Dataset entries:

== Segment start ==

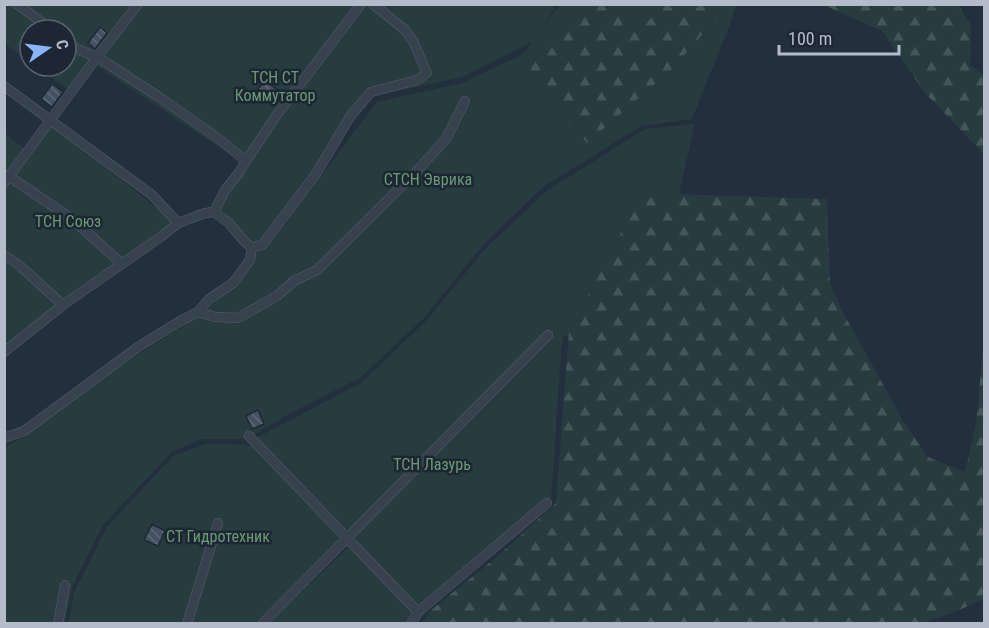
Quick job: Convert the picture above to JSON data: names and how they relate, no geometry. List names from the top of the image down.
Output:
{
  "parks": [
    "ТСН СТ Коммутатор",
    "СТСН Эврика",
    "ТСН Союз",
    "ТСН Лазурь",
    "СТ Гидротехник"
  ],
  "scale_bar": "100 m",
  "north": "right"
}
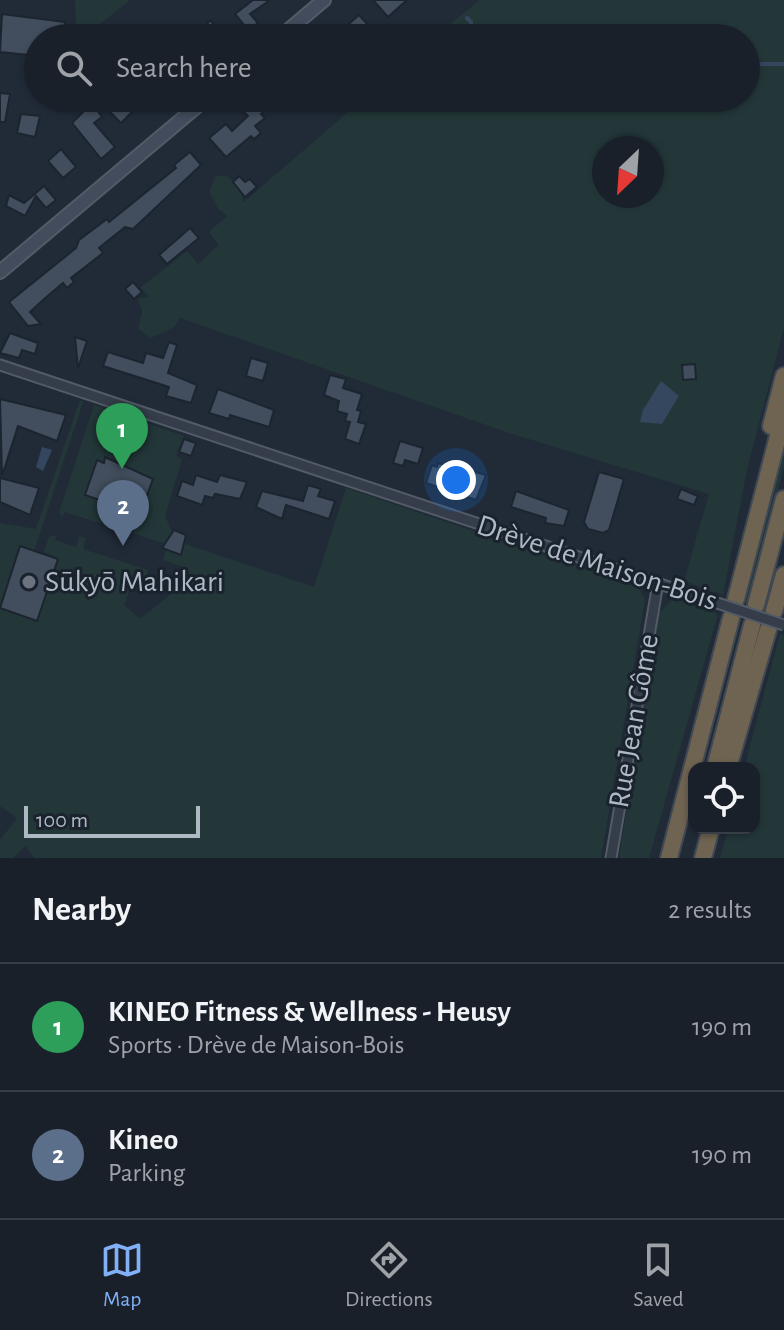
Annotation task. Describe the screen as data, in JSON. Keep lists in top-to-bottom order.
{
  "streets": {
    "street": ["Drève de Maison-Bois", "Rue Jean Gôme"]
  },
  "crossings": [
    ["Drève de Maison-Bois", "Rue Jean Gôme"]
  ],
  "places": ["Sūkyō Mahikari"],
  "scale_bar": "100 m",
  "north": "bottom left",
  "page": {
    "search": "Search here",
    "pins": ["1", "2"],
    "scale": "100 m",
    "heading": ["Nearby", "2 results"],
    "list": [
      {
        "mark": "1",
        "name": "KINEO Fitness & Wellness - Heusy",
        "note": "Sports · Drève de Maison-Bois",
        "value": "190 m"
      },
      {
        "mark": "2",
        "name": "Kineo",
        "note": "Parking",
        "value": "190 m"
      }
    ],
    "nav": ["Map", "Directions", "Saved"]
  }
}
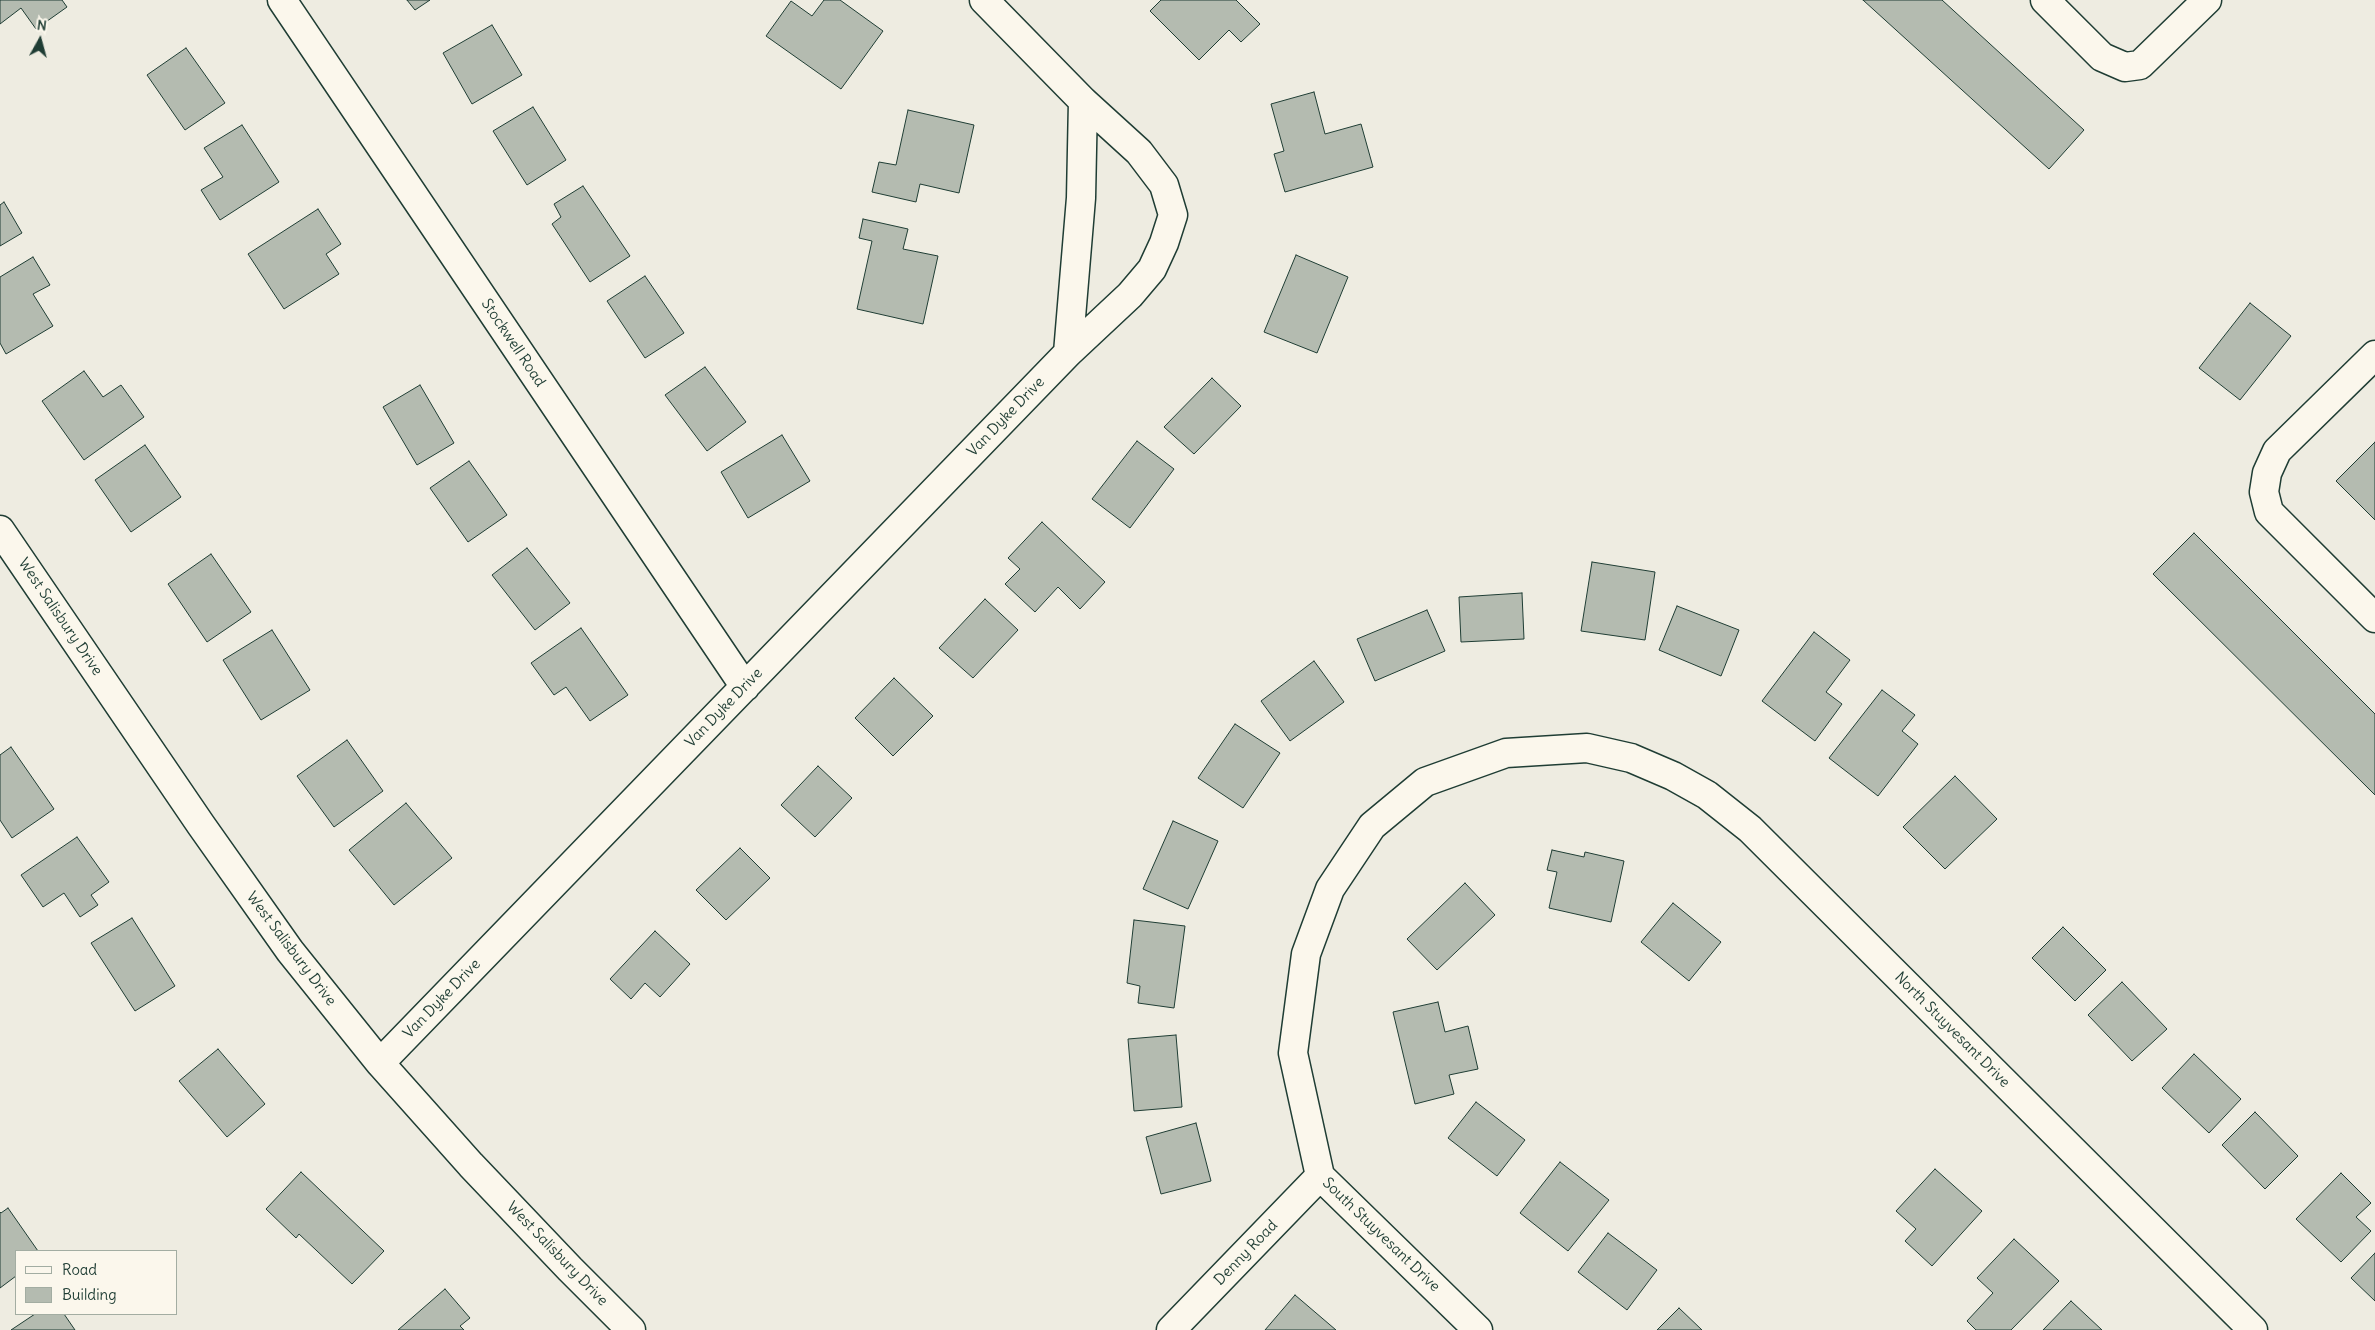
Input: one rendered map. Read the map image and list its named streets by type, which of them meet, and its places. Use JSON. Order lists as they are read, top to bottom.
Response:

== Segment end ==

* **What to produce**: The lines from the one holding "Input: one rendered" to the end of the entries are to be repeated exactly, with both ends included and nothing else.

* **Task response**:
Input: one rendered map. Read the map image and list its named streets by type, which of them meet, and its places. Use JSON. Order lists as they are read, top to bottom.
Response:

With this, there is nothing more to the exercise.